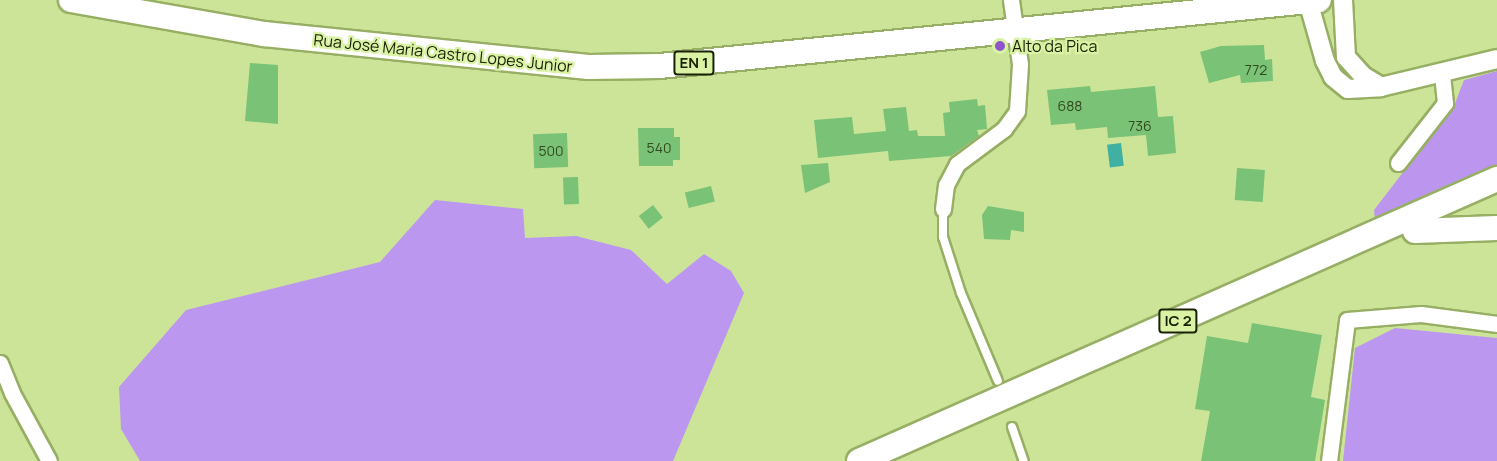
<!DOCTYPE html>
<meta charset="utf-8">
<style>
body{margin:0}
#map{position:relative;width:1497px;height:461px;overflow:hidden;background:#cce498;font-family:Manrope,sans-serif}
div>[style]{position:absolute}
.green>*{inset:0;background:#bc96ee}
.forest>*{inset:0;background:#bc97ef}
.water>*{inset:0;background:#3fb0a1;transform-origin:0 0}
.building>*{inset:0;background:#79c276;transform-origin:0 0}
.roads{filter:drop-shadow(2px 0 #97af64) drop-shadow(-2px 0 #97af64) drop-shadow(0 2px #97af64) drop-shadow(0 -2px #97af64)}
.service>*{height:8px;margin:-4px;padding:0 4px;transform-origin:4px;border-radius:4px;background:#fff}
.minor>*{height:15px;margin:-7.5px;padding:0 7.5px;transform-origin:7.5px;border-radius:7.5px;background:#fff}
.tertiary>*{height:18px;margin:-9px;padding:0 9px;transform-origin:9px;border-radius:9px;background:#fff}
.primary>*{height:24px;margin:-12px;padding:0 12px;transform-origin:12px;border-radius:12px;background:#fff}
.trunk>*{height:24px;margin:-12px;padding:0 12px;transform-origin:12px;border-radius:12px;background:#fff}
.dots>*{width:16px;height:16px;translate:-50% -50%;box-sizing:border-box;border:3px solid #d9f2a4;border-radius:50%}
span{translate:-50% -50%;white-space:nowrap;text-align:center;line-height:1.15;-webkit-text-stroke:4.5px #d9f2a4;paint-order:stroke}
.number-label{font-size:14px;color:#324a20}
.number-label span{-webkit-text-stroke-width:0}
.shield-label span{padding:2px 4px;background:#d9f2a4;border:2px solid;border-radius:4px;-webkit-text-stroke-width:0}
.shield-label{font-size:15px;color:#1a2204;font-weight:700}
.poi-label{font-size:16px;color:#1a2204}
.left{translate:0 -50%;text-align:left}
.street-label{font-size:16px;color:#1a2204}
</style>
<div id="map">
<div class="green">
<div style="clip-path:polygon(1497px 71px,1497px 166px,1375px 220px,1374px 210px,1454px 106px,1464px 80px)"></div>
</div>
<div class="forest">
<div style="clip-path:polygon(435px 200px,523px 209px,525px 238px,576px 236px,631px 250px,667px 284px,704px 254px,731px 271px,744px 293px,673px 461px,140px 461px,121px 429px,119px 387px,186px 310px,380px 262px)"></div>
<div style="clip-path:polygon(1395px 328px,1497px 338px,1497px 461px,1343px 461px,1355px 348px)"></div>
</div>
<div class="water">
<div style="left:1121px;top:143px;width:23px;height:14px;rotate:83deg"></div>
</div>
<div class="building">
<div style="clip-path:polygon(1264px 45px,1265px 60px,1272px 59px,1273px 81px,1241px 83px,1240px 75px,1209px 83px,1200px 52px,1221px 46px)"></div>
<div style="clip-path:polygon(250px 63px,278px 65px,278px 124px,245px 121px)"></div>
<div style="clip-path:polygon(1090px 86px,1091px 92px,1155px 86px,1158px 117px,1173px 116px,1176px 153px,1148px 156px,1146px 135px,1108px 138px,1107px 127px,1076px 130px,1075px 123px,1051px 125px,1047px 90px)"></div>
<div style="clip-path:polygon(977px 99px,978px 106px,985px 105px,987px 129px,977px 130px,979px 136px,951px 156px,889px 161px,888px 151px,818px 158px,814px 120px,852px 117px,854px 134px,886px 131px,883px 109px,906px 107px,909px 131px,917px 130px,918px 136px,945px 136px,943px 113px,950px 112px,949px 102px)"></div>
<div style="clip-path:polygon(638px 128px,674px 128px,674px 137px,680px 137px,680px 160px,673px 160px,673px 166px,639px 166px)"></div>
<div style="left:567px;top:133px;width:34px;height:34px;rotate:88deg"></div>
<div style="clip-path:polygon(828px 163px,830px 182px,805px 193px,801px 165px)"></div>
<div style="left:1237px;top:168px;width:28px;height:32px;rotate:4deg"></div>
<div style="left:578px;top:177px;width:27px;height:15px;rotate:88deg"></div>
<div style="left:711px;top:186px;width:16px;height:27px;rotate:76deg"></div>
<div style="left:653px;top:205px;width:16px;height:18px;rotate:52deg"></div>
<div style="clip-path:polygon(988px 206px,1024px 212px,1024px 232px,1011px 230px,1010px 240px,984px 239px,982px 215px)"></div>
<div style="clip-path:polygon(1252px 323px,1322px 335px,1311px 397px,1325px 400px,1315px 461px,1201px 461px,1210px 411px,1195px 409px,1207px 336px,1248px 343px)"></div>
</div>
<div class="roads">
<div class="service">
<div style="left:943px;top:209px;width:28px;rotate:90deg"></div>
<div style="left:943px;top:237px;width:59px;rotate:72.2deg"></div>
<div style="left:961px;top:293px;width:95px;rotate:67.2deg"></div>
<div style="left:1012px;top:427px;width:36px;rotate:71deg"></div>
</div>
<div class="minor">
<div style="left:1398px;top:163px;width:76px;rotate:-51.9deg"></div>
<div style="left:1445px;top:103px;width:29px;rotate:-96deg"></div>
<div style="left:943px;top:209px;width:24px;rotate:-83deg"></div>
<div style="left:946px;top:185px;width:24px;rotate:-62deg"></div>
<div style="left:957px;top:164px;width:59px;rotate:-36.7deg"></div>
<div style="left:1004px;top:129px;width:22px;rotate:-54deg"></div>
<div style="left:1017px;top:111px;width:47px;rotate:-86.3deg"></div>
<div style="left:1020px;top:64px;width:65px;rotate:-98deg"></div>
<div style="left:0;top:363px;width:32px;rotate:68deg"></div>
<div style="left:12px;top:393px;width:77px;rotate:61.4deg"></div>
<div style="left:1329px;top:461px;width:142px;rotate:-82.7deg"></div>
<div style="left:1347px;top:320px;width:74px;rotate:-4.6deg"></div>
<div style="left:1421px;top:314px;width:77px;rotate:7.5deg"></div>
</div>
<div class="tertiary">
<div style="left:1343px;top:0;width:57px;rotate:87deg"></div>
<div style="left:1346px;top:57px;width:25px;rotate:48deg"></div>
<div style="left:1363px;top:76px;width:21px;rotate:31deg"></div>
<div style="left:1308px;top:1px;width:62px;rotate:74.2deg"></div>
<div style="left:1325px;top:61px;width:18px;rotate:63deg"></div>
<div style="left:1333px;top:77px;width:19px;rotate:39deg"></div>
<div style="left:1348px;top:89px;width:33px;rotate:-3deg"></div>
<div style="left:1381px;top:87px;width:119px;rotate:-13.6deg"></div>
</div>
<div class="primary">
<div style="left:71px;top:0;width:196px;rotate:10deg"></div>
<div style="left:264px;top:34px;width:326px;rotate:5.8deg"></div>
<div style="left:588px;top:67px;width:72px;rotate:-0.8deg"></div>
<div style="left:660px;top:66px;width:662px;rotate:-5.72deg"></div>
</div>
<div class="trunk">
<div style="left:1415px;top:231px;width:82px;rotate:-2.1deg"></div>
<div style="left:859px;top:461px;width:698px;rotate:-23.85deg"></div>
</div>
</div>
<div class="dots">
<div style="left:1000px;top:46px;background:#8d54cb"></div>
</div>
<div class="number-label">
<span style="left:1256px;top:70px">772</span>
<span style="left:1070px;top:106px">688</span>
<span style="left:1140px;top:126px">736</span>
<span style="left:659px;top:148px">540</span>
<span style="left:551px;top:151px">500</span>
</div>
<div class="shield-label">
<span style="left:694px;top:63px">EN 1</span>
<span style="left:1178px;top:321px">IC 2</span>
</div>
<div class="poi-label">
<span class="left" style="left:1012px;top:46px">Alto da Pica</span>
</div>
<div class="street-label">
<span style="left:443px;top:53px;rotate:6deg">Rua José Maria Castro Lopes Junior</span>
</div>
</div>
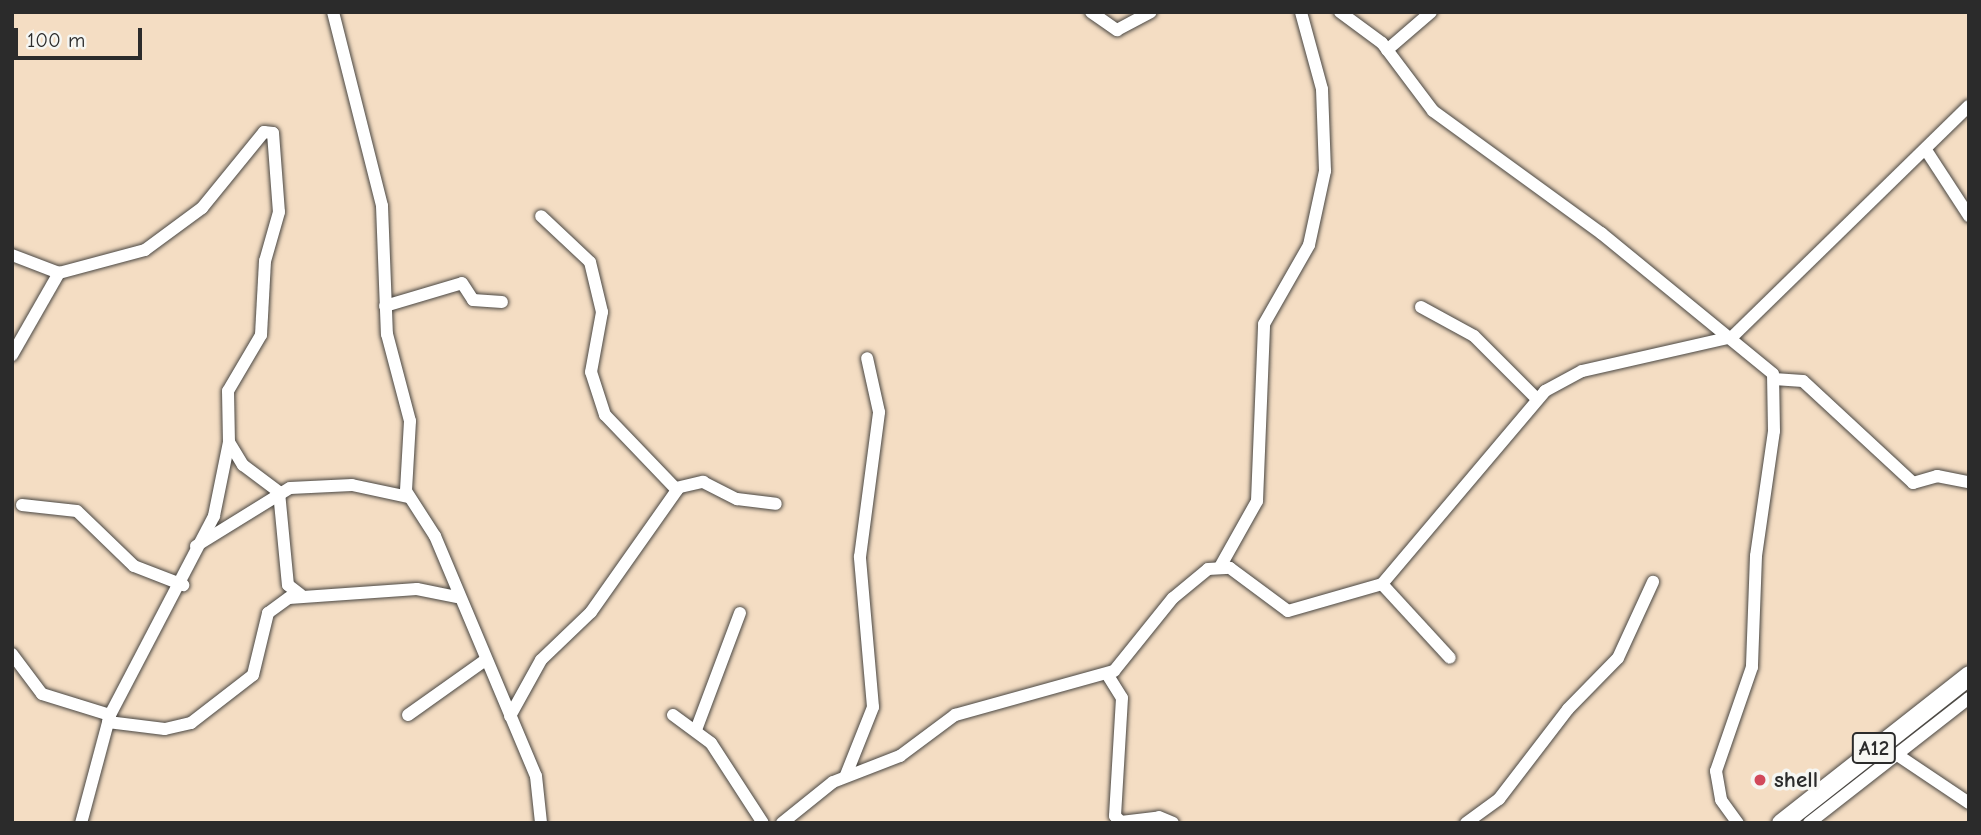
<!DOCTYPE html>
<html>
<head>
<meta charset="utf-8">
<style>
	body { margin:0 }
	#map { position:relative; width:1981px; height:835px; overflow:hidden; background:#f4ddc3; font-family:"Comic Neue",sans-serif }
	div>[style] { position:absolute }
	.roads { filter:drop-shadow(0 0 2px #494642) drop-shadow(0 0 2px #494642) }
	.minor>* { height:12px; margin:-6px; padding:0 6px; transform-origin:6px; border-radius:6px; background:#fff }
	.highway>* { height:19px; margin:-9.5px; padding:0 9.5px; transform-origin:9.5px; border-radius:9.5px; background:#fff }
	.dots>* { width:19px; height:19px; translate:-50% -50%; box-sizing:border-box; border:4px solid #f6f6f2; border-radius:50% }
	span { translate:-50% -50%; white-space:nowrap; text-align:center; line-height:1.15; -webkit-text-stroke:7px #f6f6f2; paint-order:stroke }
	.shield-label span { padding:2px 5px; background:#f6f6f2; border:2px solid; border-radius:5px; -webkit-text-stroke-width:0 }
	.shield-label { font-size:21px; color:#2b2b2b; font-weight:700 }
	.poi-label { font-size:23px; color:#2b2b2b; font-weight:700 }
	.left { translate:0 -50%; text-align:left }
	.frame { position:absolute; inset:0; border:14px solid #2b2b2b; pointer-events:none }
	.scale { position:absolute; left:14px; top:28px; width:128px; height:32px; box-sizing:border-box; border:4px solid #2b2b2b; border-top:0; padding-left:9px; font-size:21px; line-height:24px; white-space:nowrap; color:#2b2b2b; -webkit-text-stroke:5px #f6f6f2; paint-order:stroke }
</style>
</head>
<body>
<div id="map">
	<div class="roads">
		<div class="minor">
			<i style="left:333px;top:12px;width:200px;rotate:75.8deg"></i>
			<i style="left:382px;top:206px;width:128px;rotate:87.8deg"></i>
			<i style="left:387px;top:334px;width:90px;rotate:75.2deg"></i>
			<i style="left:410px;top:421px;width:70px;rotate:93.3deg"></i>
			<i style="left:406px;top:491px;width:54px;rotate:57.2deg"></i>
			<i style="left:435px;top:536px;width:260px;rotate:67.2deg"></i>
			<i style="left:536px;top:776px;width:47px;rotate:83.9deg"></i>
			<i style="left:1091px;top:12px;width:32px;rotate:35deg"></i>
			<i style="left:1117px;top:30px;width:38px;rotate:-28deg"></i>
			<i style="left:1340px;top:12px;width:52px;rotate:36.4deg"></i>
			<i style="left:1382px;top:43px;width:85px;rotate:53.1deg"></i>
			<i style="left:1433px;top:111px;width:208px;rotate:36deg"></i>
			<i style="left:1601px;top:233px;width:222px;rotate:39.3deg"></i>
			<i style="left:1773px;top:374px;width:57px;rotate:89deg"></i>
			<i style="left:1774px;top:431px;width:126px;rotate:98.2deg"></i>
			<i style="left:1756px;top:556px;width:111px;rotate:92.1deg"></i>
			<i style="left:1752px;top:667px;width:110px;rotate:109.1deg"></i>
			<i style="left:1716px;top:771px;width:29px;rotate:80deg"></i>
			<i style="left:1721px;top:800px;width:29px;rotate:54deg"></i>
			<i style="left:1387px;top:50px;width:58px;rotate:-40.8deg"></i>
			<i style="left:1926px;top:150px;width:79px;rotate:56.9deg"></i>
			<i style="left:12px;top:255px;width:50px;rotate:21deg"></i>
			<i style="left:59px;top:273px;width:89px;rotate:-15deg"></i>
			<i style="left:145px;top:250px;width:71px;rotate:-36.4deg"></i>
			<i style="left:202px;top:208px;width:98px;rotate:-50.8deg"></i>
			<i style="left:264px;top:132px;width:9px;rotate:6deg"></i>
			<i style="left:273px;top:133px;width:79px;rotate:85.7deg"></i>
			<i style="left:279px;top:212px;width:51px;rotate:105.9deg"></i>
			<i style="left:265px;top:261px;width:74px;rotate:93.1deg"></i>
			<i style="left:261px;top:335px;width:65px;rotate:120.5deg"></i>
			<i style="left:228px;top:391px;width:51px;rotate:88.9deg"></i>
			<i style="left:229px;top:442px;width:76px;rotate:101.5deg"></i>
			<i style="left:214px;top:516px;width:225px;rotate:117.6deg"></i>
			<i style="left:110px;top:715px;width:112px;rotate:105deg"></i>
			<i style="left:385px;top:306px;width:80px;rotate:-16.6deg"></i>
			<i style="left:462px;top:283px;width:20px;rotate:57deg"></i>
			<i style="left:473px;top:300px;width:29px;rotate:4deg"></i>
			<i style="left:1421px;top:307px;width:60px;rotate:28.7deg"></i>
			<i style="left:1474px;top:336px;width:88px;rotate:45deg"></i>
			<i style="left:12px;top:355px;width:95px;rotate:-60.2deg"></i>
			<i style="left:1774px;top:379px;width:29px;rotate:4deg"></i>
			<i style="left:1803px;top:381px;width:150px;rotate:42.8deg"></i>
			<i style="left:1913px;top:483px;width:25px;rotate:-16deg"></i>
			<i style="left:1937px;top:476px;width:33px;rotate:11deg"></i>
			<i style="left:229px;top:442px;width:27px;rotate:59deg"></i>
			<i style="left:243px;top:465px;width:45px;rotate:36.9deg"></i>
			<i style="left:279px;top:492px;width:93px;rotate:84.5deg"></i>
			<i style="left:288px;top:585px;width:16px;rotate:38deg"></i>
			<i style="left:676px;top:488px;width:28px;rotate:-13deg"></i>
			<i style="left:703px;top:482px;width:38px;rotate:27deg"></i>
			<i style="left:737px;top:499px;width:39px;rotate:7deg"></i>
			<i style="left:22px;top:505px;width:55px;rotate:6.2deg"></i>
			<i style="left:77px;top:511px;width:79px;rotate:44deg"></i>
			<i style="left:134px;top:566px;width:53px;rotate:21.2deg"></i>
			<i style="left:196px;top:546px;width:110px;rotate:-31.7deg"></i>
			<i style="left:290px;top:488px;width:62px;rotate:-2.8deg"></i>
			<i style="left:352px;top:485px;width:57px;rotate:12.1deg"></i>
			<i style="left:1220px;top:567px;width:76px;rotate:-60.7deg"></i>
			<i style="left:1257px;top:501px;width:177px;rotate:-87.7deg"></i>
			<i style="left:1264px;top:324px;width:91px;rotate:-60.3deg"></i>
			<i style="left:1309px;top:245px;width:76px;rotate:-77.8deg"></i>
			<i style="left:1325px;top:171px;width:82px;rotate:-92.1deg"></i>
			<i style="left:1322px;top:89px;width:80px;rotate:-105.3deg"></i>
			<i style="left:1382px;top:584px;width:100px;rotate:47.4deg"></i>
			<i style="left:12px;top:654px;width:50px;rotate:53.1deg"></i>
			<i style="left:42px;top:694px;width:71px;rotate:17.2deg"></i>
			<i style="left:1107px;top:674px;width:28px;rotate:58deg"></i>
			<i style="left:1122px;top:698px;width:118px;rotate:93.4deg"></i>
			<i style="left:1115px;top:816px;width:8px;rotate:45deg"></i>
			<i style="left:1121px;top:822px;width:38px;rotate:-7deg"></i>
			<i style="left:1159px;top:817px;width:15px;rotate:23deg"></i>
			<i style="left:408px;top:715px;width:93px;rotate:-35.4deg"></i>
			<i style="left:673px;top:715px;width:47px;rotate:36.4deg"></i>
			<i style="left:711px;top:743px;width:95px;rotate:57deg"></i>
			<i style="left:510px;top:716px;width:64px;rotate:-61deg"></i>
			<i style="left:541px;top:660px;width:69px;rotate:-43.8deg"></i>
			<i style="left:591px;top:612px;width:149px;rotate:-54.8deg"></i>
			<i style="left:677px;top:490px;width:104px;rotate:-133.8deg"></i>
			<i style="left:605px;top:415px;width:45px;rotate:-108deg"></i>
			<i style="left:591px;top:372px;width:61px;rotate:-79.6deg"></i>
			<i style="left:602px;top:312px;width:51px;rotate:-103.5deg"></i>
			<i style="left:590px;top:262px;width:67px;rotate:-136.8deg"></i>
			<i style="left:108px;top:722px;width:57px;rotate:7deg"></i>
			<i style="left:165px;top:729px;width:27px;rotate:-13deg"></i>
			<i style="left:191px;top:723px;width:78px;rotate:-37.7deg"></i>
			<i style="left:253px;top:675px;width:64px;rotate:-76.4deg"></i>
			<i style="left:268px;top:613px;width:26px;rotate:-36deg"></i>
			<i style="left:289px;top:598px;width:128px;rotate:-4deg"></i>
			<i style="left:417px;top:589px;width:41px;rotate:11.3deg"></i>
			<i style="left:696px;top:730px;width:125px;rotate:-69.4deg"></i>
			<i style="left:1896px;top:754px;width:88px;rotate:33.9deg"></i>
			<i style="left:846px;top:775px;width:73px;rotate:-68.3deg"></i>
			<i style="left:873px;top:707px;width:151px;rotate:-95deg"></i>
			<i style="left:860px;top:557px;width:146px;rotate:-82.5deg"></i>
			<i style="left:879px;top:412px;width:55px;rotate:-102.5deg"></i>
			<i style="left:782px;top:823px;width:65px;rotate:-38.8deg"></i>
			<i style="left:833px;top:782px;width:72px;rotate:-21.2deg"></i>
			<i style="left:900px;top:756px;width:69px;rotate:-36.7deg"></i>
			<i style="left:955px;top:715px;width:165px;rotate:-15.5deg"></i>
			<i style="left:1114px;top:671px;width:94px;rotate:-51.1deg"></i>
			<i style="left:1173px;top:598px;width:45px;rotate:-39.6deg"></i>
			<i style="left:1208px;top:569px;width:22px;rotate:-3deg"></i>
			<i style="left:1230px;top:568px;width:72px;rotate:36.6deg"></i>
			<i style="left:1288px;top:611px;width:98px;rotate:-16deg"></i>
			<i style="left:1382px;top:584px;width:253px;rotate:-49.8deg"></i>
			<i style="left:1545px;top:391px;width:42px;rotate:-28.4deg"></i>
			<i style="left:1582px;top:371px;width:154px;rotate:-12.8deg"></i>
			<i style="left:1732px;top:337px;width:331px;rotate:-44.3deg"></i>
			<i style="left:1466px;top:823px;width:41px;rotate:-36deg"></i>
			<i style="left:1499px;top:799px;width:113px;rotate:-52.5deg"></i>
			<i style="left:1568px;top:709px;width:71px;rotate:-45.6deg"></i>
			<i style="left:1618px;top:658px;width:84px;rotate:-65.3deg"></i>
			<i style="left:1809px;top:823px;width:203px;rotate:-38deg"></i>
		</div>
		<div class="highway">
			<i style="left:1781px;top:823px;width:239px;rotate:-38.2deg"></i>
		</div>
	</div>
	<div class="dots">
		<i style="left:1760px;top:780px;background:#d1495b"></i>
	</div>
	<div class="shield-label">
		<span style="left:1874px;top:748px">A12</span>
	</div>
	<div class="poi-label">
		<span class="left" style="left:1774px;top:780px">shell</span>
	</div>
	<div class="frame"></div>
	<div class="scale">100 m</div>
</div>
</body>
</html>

· · · · ·

Show the lines from the data above that contain the string "water".

.water>*{inset:0;background:#3fb0a1;transform-origin:0 0}
<div class="water">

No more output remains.